Task goal: Your task is to repeat the entries below exactly and to leave their images out.
Task input Start Marker
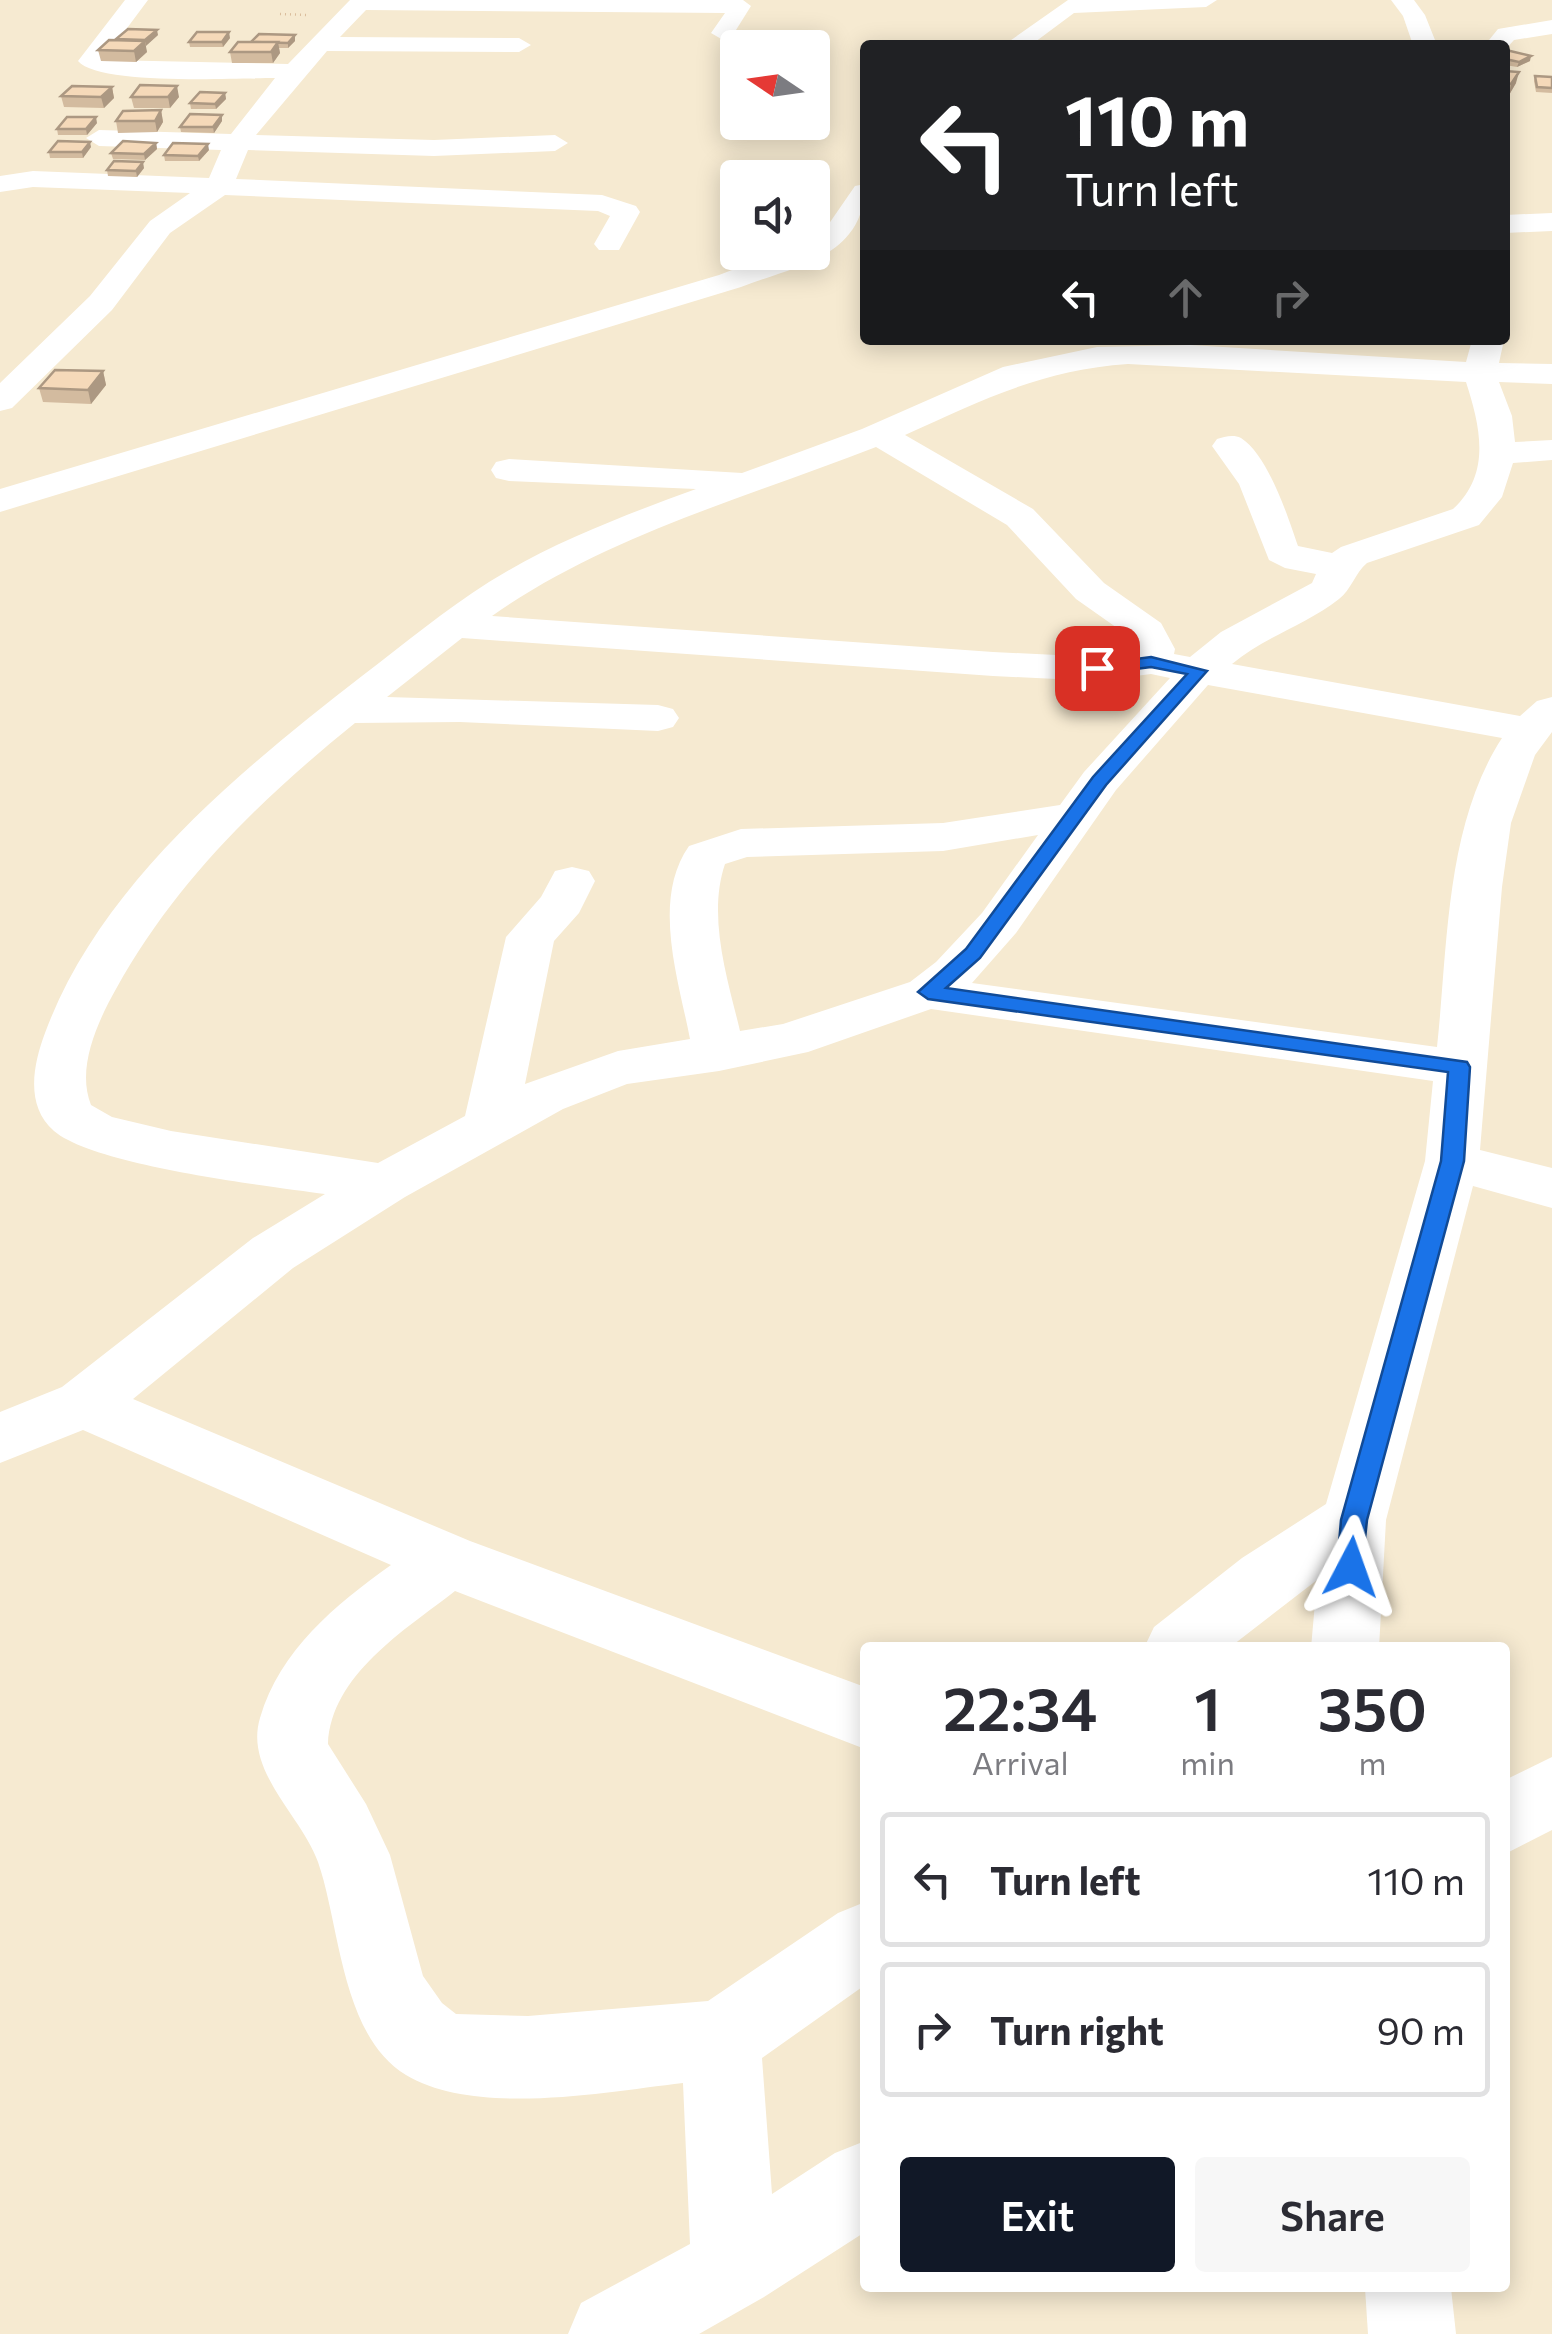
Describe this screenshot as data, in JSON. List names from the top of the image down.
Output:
{
  "north": "left",
  "page": {
    "turn": ["110 m", "Turn left"],
    "eta": [
      "22:34",
      "Arrival",
      "1",
      "min",
      "350",
      "m"
    ],
    "list": [
      {
        "name": "Turn left",
        "value": "110 m"
      },
      {
        "name": "Turn right",
        "value": "90 m"
      }
    ],
    "buttons": ["Exit", "Share"]
  }
}
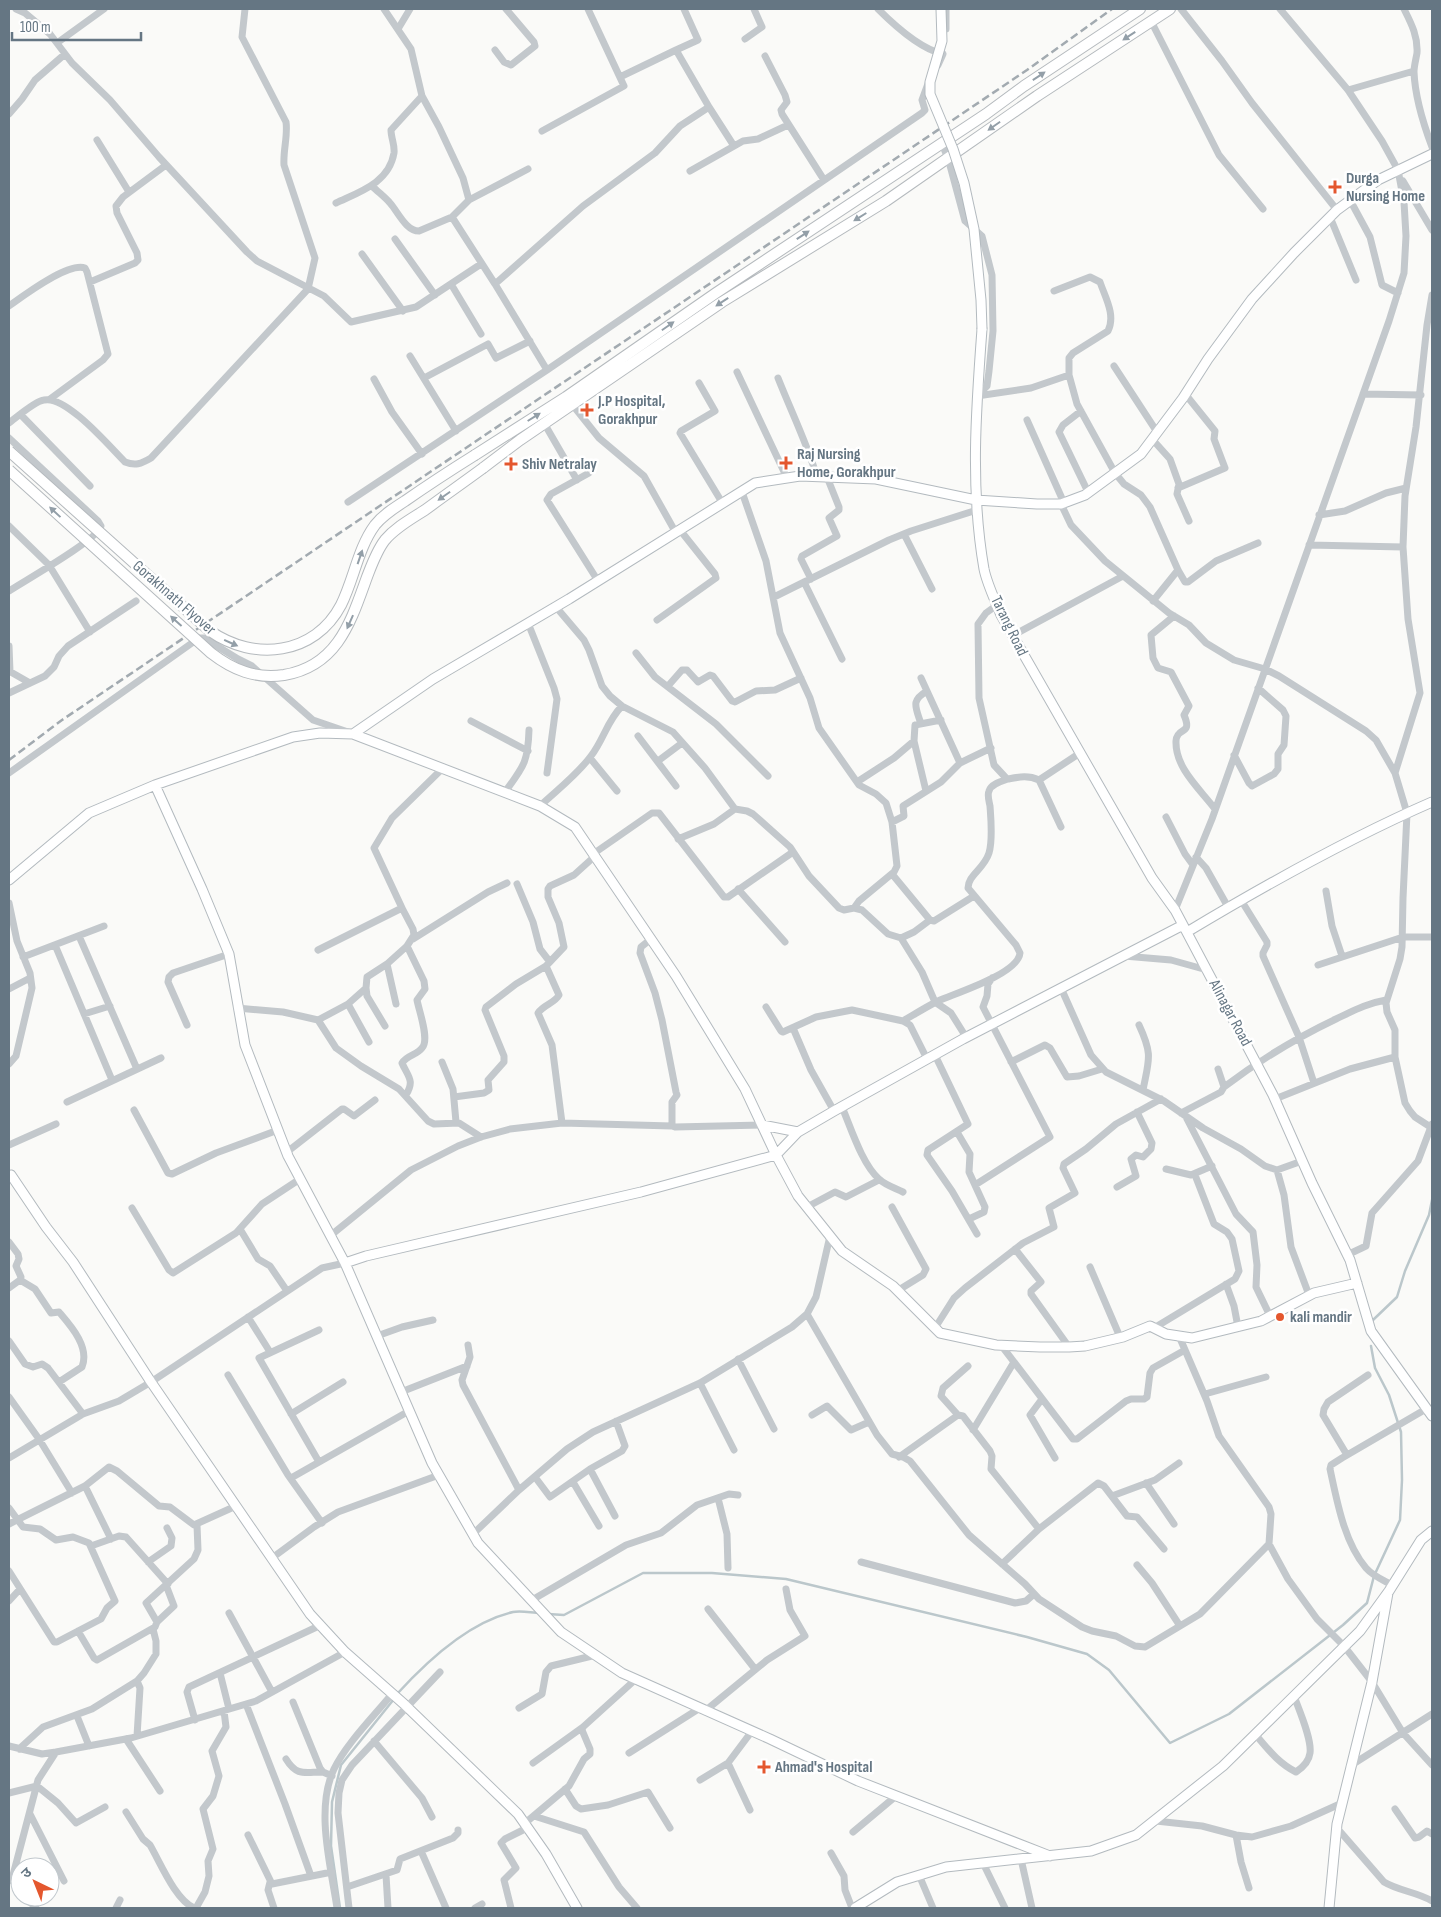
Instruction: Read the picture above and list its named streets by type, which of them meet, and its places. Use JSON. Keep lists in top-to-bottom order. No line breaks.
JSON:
{"streets":{"main road":["Gorakhnath Flyover"],"street":["Tarang Road","Alinagar Road"]},"crossings":[["Tarang Road","Alinagar Road"]],"places":{"health":["Durga Nursing Home","J.P Hospital, Gorakhpur","Raj Nursing Home, Gorakhpur","Shiv Netralay","Ahmad's Hospital"],"other":["kali mandir"]},"scale_bar":"100 m","north":"top left"}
Task input End Marker
Written answer:
Describe this screenshot as data, in JSON. List names from the top of the image down.
Output:
{
  "north": "left",
  "page": {
    "turn": ["110 m", "Turn left"],
    "eta": [
      "22:34",
      "Arrival",
      "1",
      "min",
      "350",
      "m"
    ],
    "list": [
      {
        "name": "Turn left",
        "value": "110 m"
      },
      {
        "name": "Turn right",
        "value": "90 m"
      }
    ],
    "buttons": ["Exit", "Share"]
  }
}
Instruction: Read the picture above and list its named streets by type, which of them meet, and its places. Use JSON. Keep lists in top-to-bottom order. No line breaks.
JSON:
{"streets":{"main road":["Gorakhnath Flyover"],"street":["Tarang Road","Alinagar Road"]},"crossings":[["Tarang Road","Alinagar Road"]],"places":{"health":["Durga Nursing Home","J.P Hospital, Gorakhpur","Raj Nursing Home, Gorakhpur","Shiv Netralay","Ahmad's Hospital"],"other":["kali mandir"]},"scale_bar":"100 m","north":"top left"}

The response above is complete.